Urgent state-sponsored prison torture protests uniting inmates, churches, towns


[Image: 658c44fa7677c314fb59aa59c4a81797.687.JPG] Deborah Dupre

, Human Rights Examiner
July 15, 2011

Rights defenders, peace workers from all creeds and religions rally in defense of state-sponosered torture victims in American prisons

As some 6000 participating inmates in thirteen California state prisons ended a second week of their historic hunger strike protesting what some human rights defenders identify as torture, this largest coordinated protest by state inmates is uniting over 300 religious groups and communities from California communities to Harlem to stand in solidarity with abused inmates and against US state-sponsored torture, while more inmates are dying from hunger and California state government officials conduct a disinformation campaign according to rights advocates.

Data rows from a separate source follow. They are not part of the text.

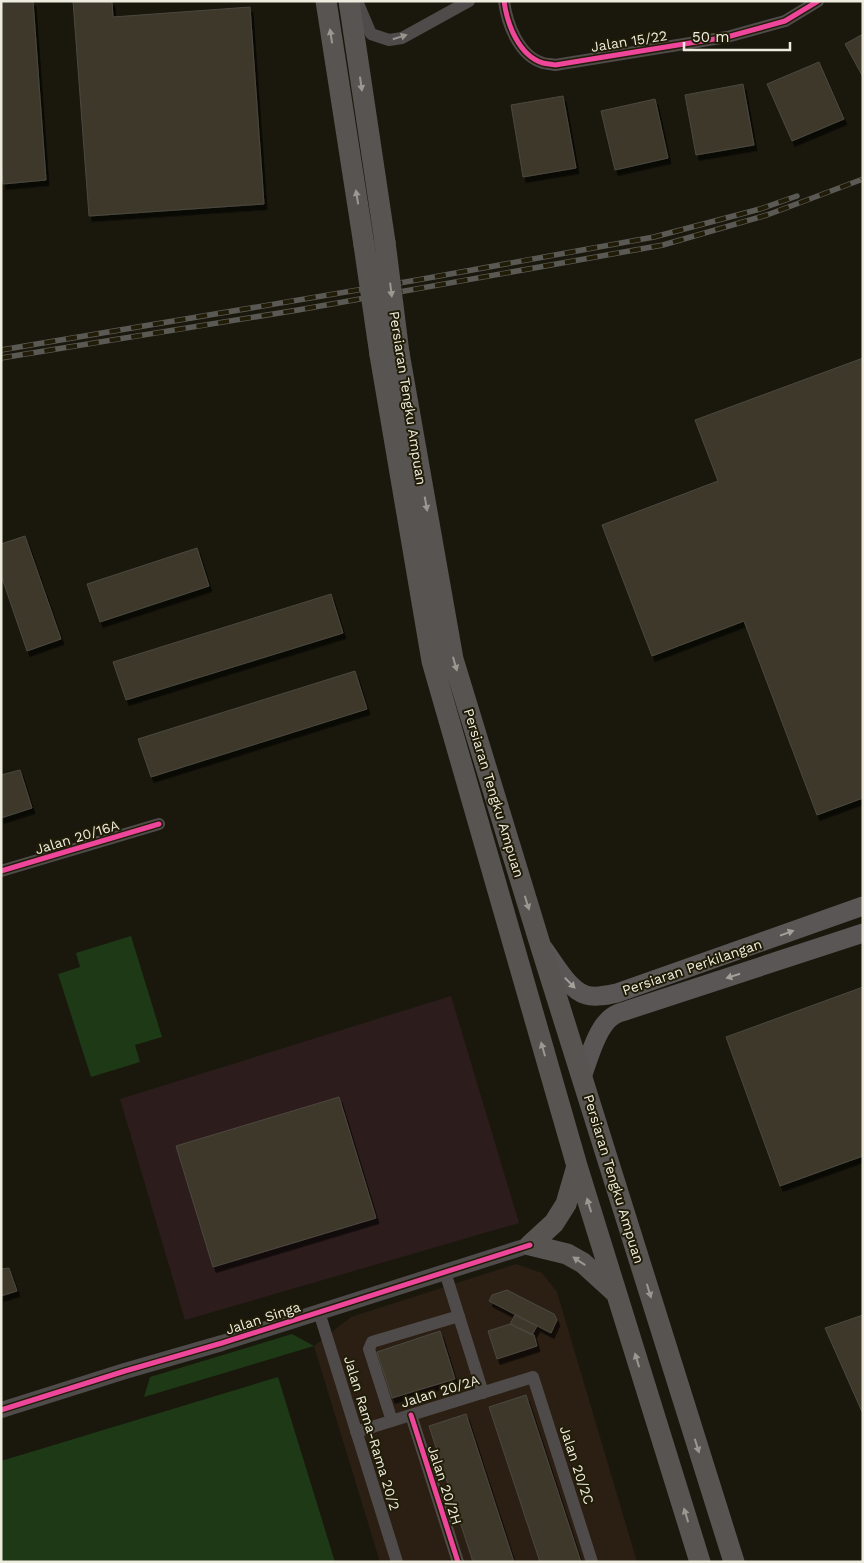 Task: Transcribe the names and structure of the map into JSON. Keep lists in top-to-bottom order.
{
  "streets": {
    "main road": ["Persiaran Tengku Ampuan", "Persiaran Perkilangan"],
    "street": [
      "Jalan 15/22",
      "Jalan 20/16A",
      "Jalan Singa",
      "Jalan 20/2A",
      "Jalan Rama-Rama 20/2",
      "Jalan 20/2C",
      "Jalan 20/2H"
    ]
  },
  "crossings": [
    ["Persiaran Tengku Ampuan", "Persiaran Perkilangan"],
    ["Jalan Singa", "Jalan Rama-Rama 20/2"],
    ["Jalan 20/2A", "Jalan Rama-Rama 20/2"],
    ["Jalan 20/2A", "Jalan 20/2C"],
    ["Jalan 20/2A", "Jalan 20/2H"]
  ],
  "one_way": ["Persiaran Perkilangan"],
  "scale_bar": "50 m"
} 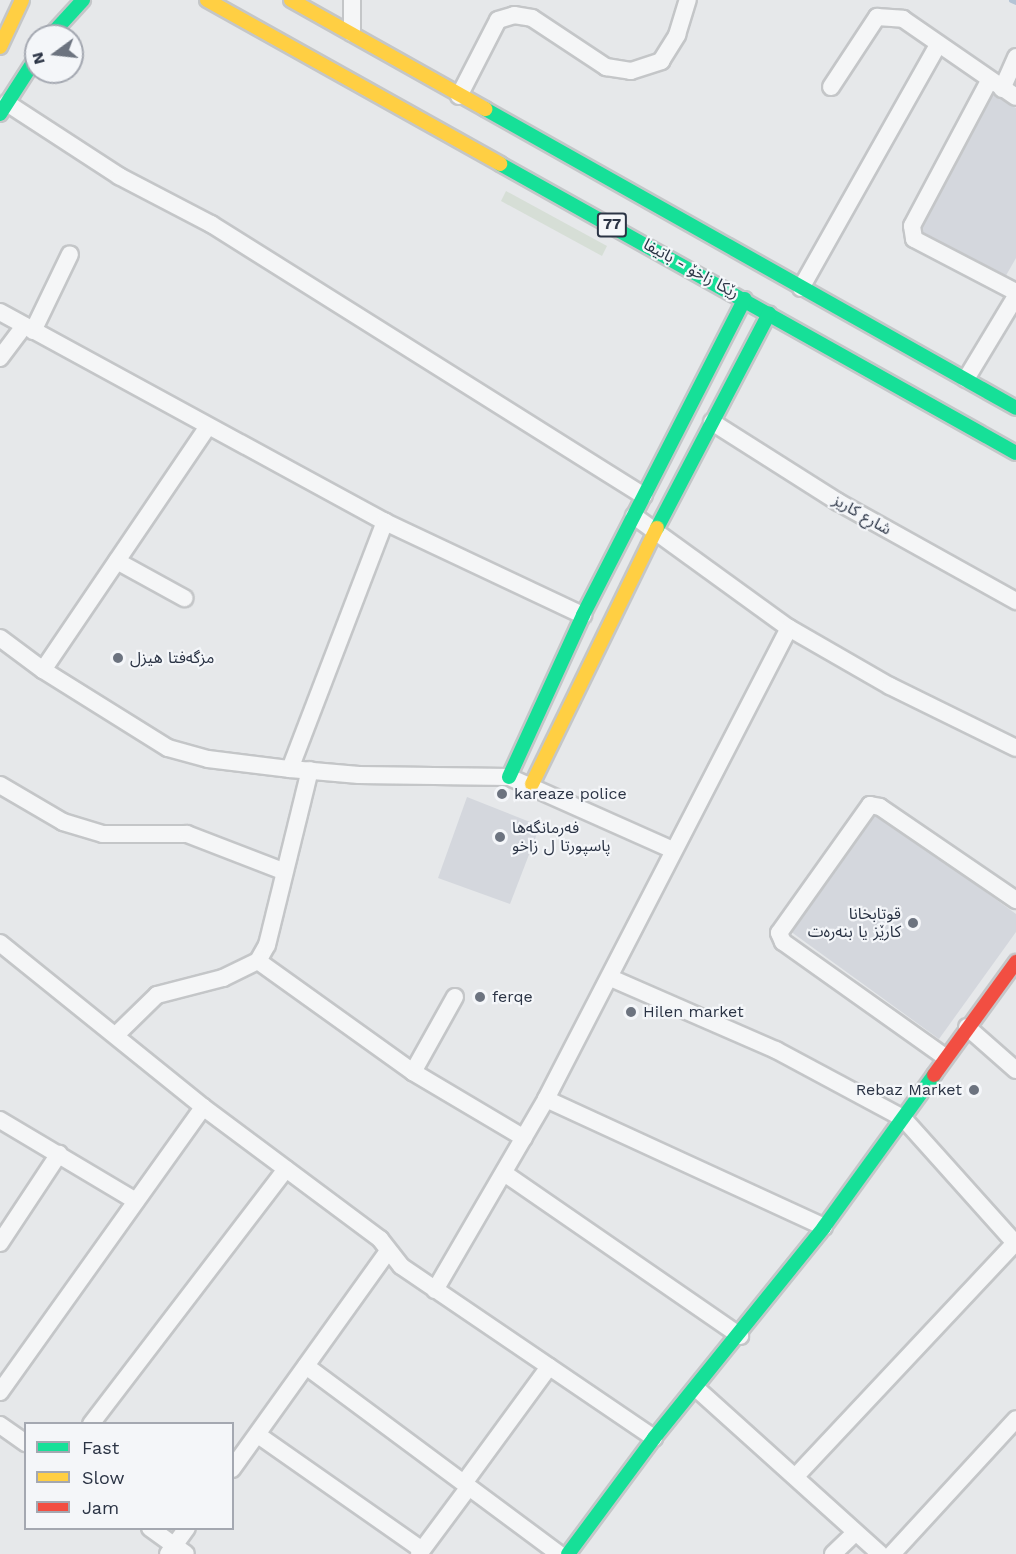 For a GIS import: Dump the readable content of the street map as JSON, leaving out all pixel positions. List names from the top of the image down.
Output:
{
  "streets": {
    "main road": ["77", "رێکا زاخۆ - باتیفا"],
    "street": ["شارع كاريز"]
  },
  "places": [
    "مزگەفتا هیزل",
    "kareaze police",
    "فەرمانگەها پاسپورتا ل زاخو",
    "قوتابخانا کارێز یا بنەرەت",
    "ferqe",
    "Hilen market",
    "Rebaz Market"
  ],
  "legend": ["Fast", "Slow", "Jam"],
  "north": "left"
} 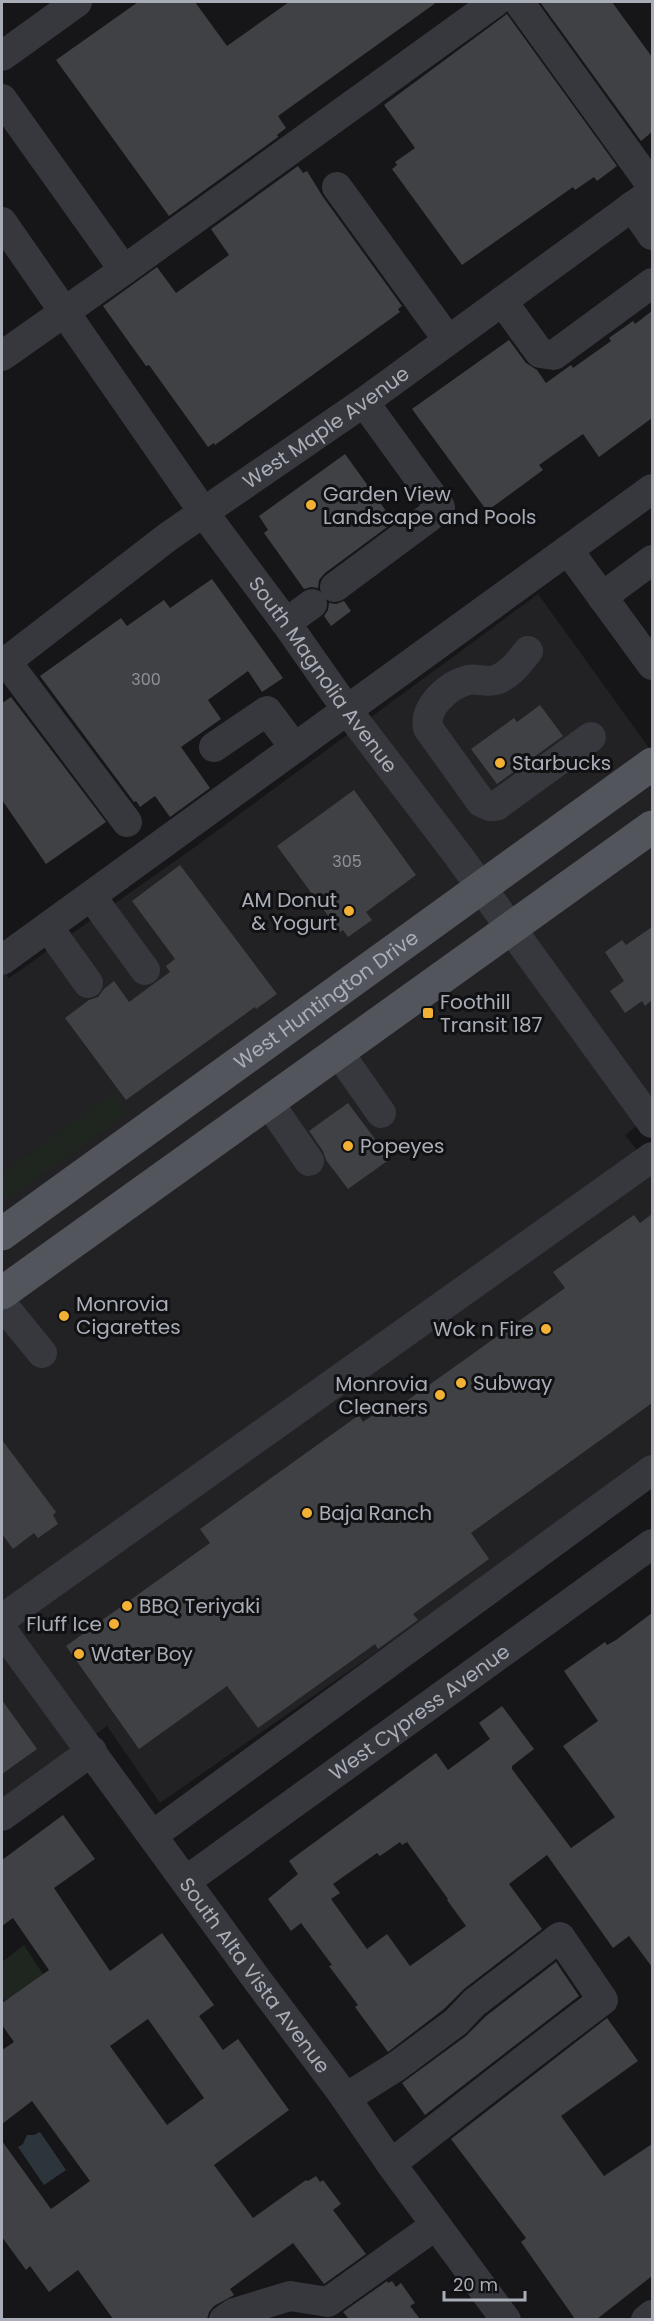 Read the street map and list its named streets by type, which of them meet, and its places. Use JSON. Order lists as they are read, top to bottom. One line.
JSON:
{"streets":{"main road":["West Huntington Drive"],"street":["West Maple Avenue","South Magnolia Avenue","West Cypress Avenue","South Alta Vista Avenue"]},"crossings":[["West Maple Avenue","South Magnolia Avenue"],["South Magnolia Avenue","West Huntington Drive"],["West Cypress Avenue","South Alta Vista Avenue"]],"places":{"other":["Garden View Landscape and Pools","Starbucks","AM Donut & Yogurt","Popeyes","Monrovia Cigarettes","Wok n Fire","Subway","Monrovia Cleaners","Baja Ranch","BBQ Teriyaki","Fluff Ice","Water Boy"],"transit":["Foothill Transit 187"]},"house_numbers":["300","305"],"scale_bar":"20 m"} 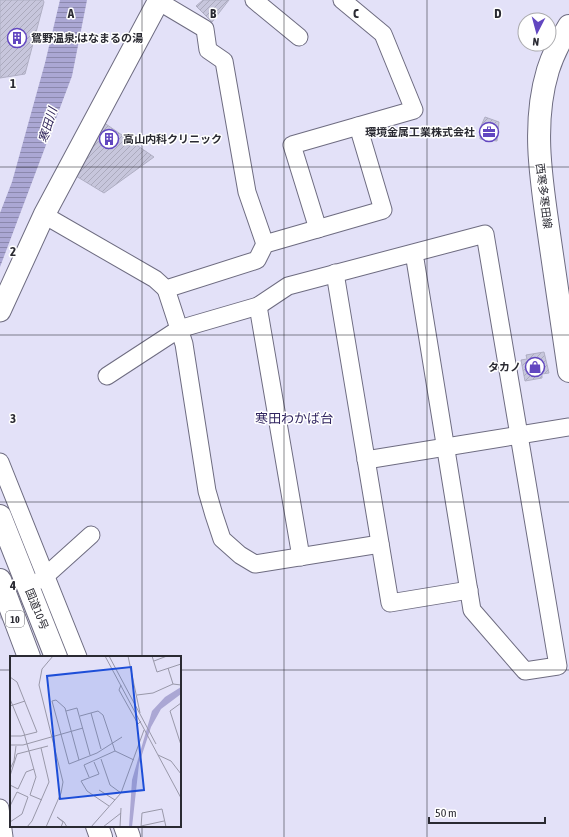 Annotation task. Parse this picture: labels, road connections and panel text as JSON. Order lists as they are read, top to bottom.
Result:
{
  "streets": {
    "main road": ["西寒多寒田線", "国道10号", "10"]
  },
  "districts": ["寒田わかば台"],
  "water": ["寒田川"],
  "places": {
    "building": ["鴛野温泉;はなまるの湯", "高山内科クリニック"],
    "office": ["環境金属工業株式会社"],
    "shop": ["タカノ"]
  },
  "scale_bar": "50 m",
  "north": "bottom",
  "grid": {
    "columns": [
      "A",
      "B",
      "C",
      "D"
    ],
    "rows": [
      "1",
      "2",
      "3",
      "4"
    ]
  }
} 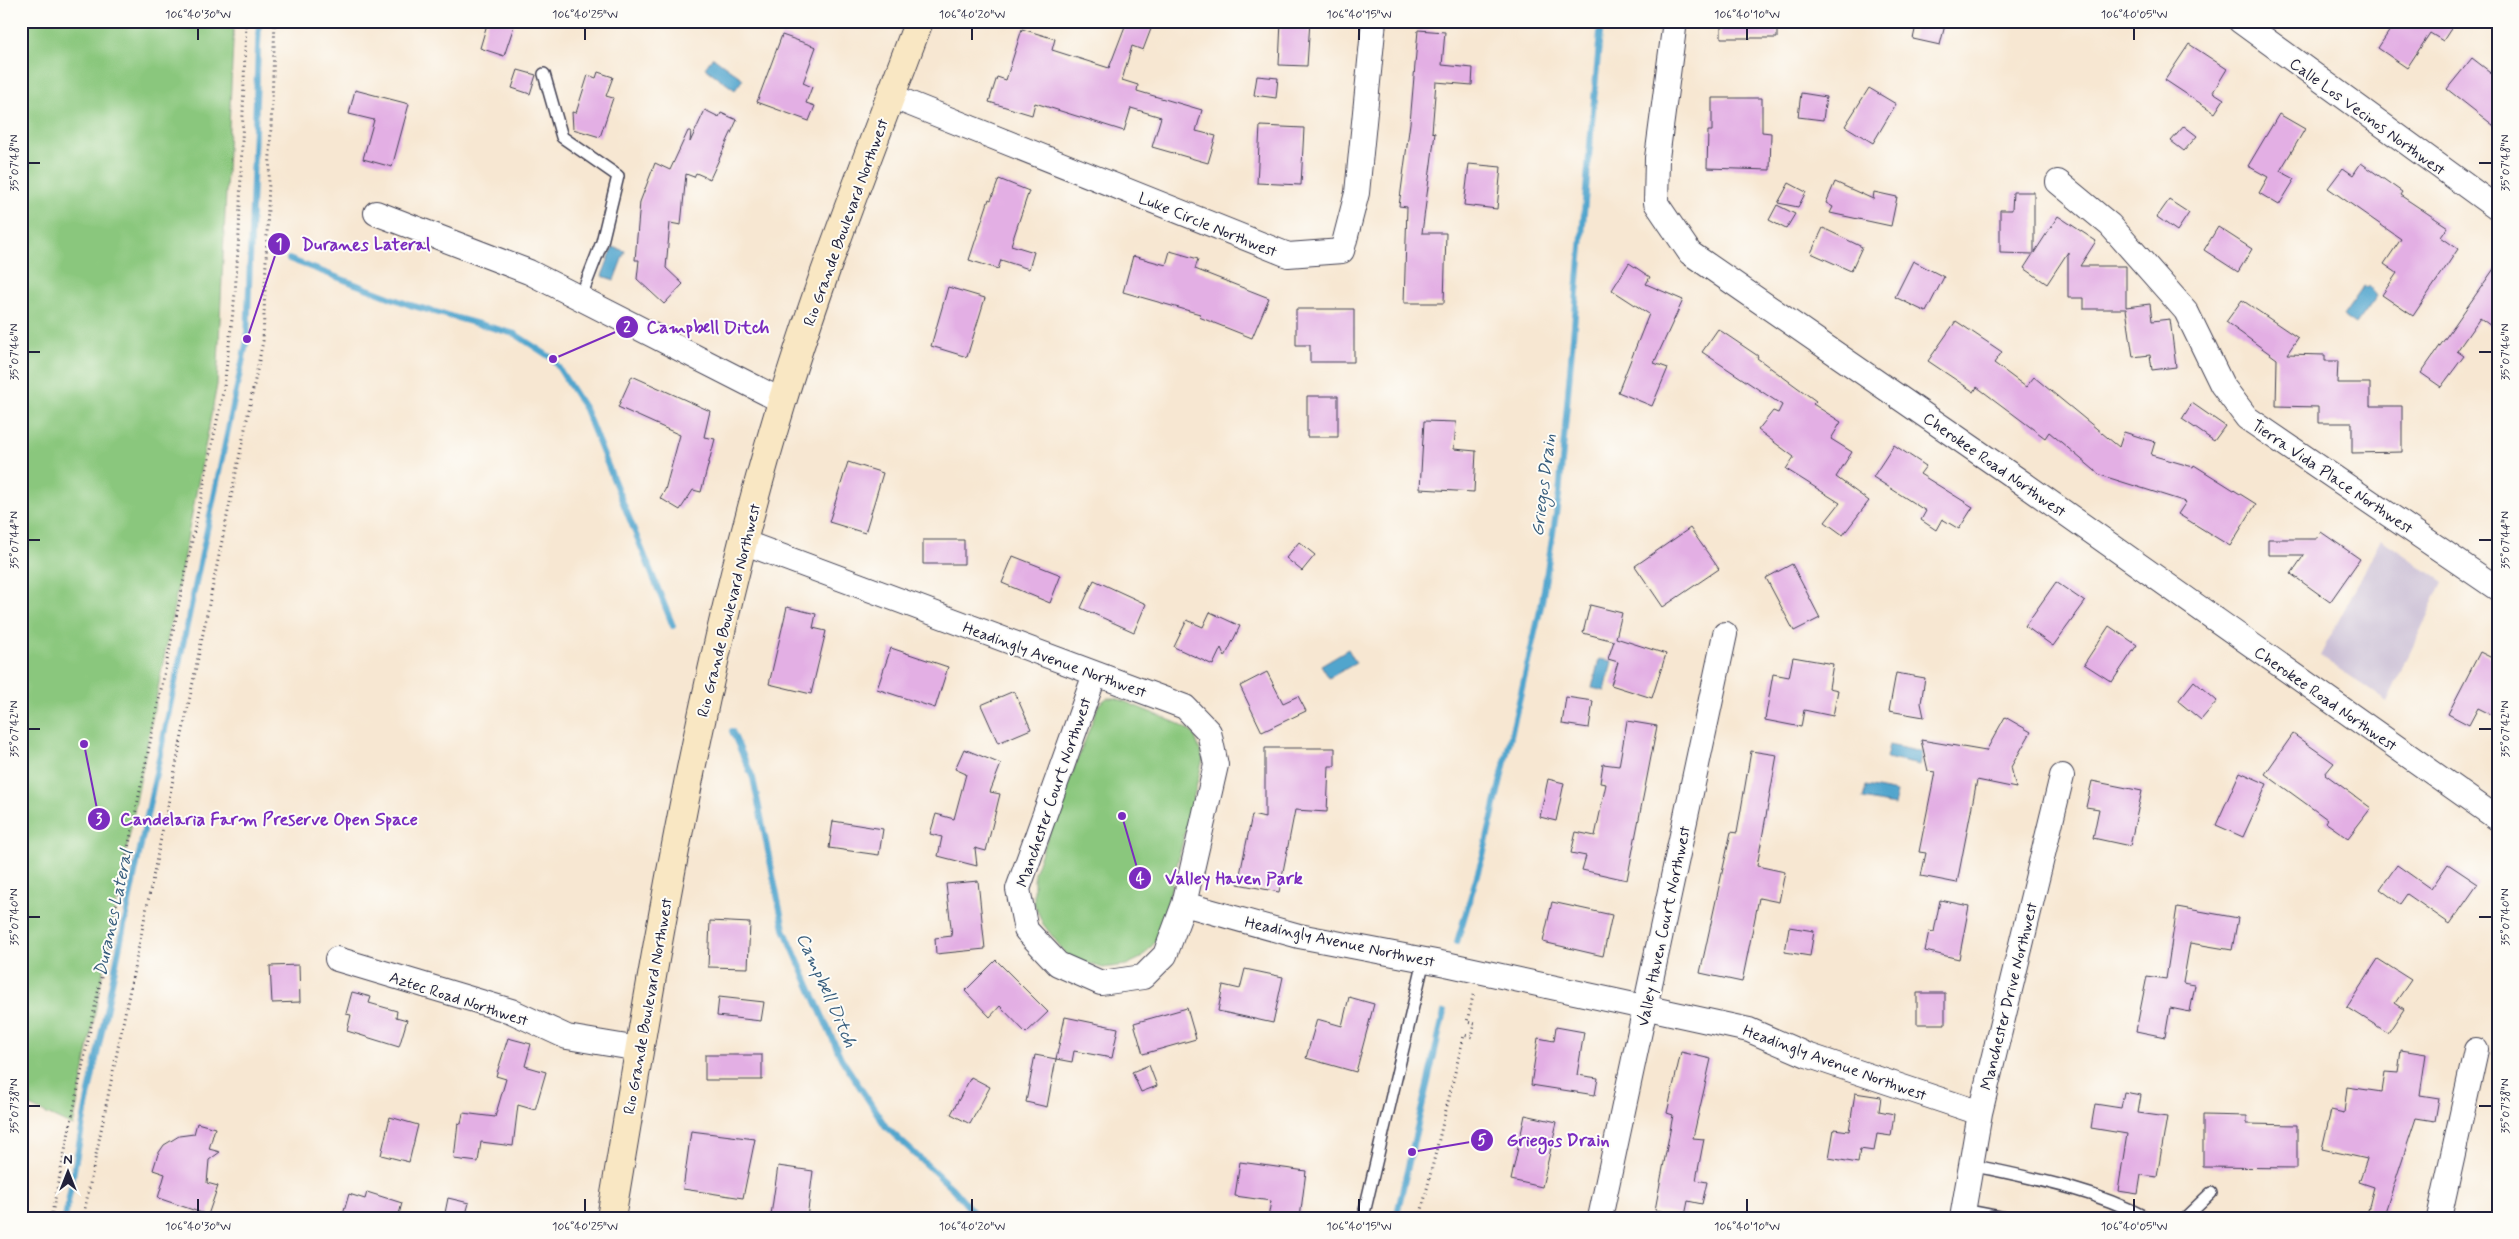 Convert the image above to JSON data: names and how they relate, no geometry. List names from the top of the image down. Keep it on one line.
{"streets":{"main road":["Rio Grande Boulevard Northwest"],"street":["Calle Los Vecinos Northwest","Luke Circle Northwest","Cherokee Road Northwest","Tierra Vida Place Northwest","Headingly Avenue Northwest","Manchester Court Northwest","Valley Haven Court Northwest","Manchester Drive Northwest","Aztec Road Northwest"]},"crossings":[["Rio Grande Boulevard Northwest","Luke Circle Northwest"],["Rio Grande Boulevard Northwest","Headingly Avenue Northwest"],["Rio Grande Boulevard Northwest","Aztec Road Northwest"],["Headingly Avenue Northwest","Manchester Court Northwest"],["Headingly Avenue Northwest","Valley Haven Court Northwest"],["Headingly Avenue Northwest","Manchester Drive Northwest"]],"water":["Griegos Drain","Duranes Lateral","Campbell Ditch"],"places":["Duranes Lateral","Campbell Ditch","Candelaria Farm Preserve Open Space","Valley Haven Park","Griegos Drain"],"north":"top","coordinates":["106°40'30\"W","106°40'25\"W","106°40'20\"W","106°40'15\"W","106°40'10\"W","106°40'05\"W","35°07'48\"N","35°07'46\"N","35°07'44\"N","35°07'42\"N","35°07'40\"N","35°07'38\"N"]}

California's Governor Arnold Schwarzenegger's state government is continuing its "disinformation campaign" about the hunger strike, declaring it was "probably synchronized … through organized criminal networks" reported SFGate of the San Francisco Chronicle Thursday.

Terry Thornton, a California's state Department of Corrections and Rehabilitation (CDCR) spokesperson said, "This goes to show the power, influence and reach of prison gangs. Some people are doing it because they want to do it, and some are being ordered to do it."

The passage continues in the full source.